Le ton est sec mais pas dénué de compréhension, et le noiraud tente de raidir son dos sans geindre à la brûlure ressentie, et il n'a pas répondu. Il ne dit plus grand-chose, au grand désespoir de Ren qui pensait avoir réussi à le dérider quelque peu.
On le lave, on le rase, on le vêt, avant de le maquiller un peu, comme chaque désigné par l'empereur. On leur a distribué des kimonos d'apparat, aux tissus somptueux, bridés de motifs floraux ou mythologiques. Les grues blanches volent au milieu des pivoines et des lotus pour échapper à la vue des dragons discrets qui se confondent en ton sur ton sur la soie. Le sien est de couleur ivoire, aux larges galons bleu très pâle, d'une élégance glacée, presque sacrée. Les broderies se détachent en couleurs irisées qui attirent l'œil. A l'aune des femmes, on le peigne avec soin avant de fixer ses cheveux relevés avec des épingles ornées de perles. A son grand soulagement, il évite toutefois le blanc sur la peau et on se contente de lui rougir un peu les joues, comme pour lui redonner un peu de vie.

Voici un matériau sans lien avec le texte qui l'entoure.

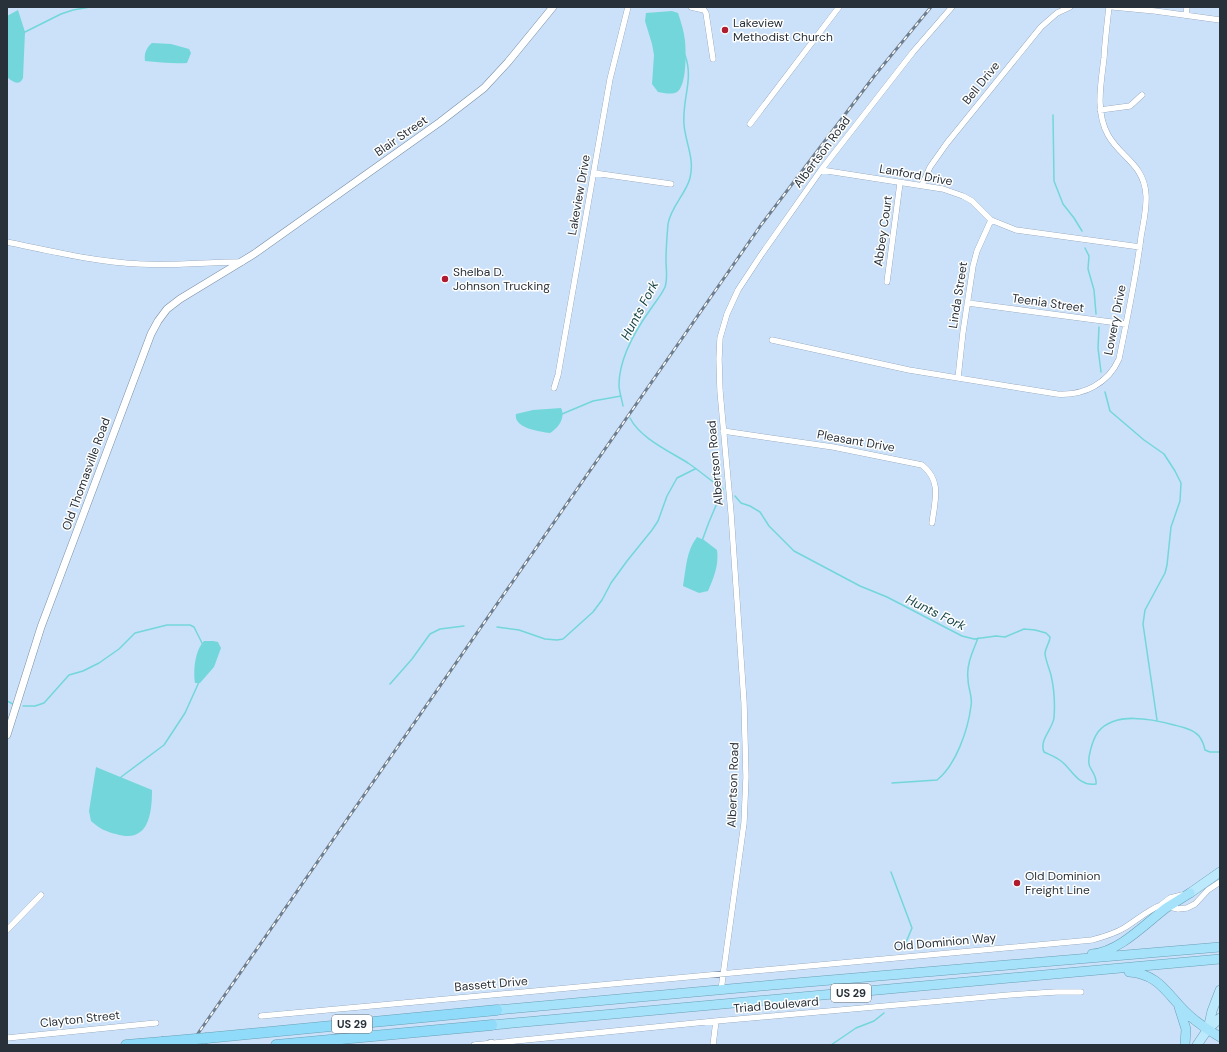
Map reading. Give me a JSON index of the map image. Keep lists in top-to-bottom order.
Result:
{
  "streets": {
    "highway": ["US 29"],
    "street": [
      "Bell Drive",
      "Blair Street",
      "Albertson Road",
      "Lanford Drive",
      "Lakeview Drive",
      "Abbey Court",
      "Linda Street",
      "Teenia Street",
      "Lowery Drive",
      "Pleasant Drive",
      "Old Thomasville Road",
      "Old Dominion Way",
      "Bassett Drive",
      "Triad Boulevard",
      "Clayton Street"
    ]
  },
  "crossings": [
    ["Bell Drive", "Lanford Drive"],
    ["Blair Street", "Old Thomasville Road"],
    ["Albertson Road", "Lanford Drive"],
    ["Albertson Road", "Pleasant Drive"],
    ["Albertson Road", "Old Dominion Way"],
    ["Albertson Road", "Bassett Drive"],
    ["Albertson Road", "US 29"],
    ["Lanford Drive", "Abbey Court"],
    ["Lanford Drive", "Linda Street"],
    ["Lanford Drive", "Lowery Drive"],
    ["Linda Street", "Teenia Street"],
    ["Linda Street", "Lowery Drive"],
    ["Teenia Street", "Lowery Drive"],
    ["Old Dominion Way", "Bassett Drive"]
  ],
  "water": ["Hunts Fork"],
  "places": ["Lakeview Methodist Church", "Shelba D. Johnson Trucking", "Old Dominion Freight Line"]
}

— Jisuuuung! T'es... Wow ! Eh mon petit, on va les impressionner tu vas voir !
La voix enjouée de Ren fait lever le museau du noiraud, et il doit bien avouer que le japonais est particulièrement séduisant dans ses atours. Toutefois il ne tient pas en place, et une des gardiennes le suit de près pour essayer de finaliser la coiffure, cela dit, elle est trop petite pour atteindre la tête de ce grand jeune homme, alors après avoir regarder son épingle dépitée, elle s'en est retournée en haussant les épaules.
— Je suis tellement excité ! On va voir Tokyo ! J'ai hâte ! J'ai aussi tellement hâte de voir qui je vais avoir ! Je te préviens, si j'ai la chance de rester au palais, tu y seras convié tous les quatre matins !
L'oméga offre un sourire factice à son ami qui ne s'arrête plus de parler, et même s'il aimerait, il finit par ne plus l'écouter vraiment.
Tous parés, fardés et rangés de manières à bien paraître, les gardiens s'assurent que chacun des désignés est bien présent et bien présentable. La procession jusqu'au transport doit faire honneur à leur maison.
Finalement, lorsque tout est en ordre, le cortège s'ébranle pour rejoindre les rues animées de Kyoto, baignant dans la lumière blanche de cette fin d'hiver. Les passants s'écartent avec respect, admirant les silhouettes élégantes qui défilent sous leurs yeux. Kimonos somptueux, broderies délicates et couleurs éclatantes... Les Omégas et les femmes désignées rayonnent d'une beauté rare, presque irréelle. Leurs visages sont maquillés avec soin, leurs coiffures minutieusement arrangées, ornées d'épingles étincelantes qui captent chaque éclat du soleil naissant.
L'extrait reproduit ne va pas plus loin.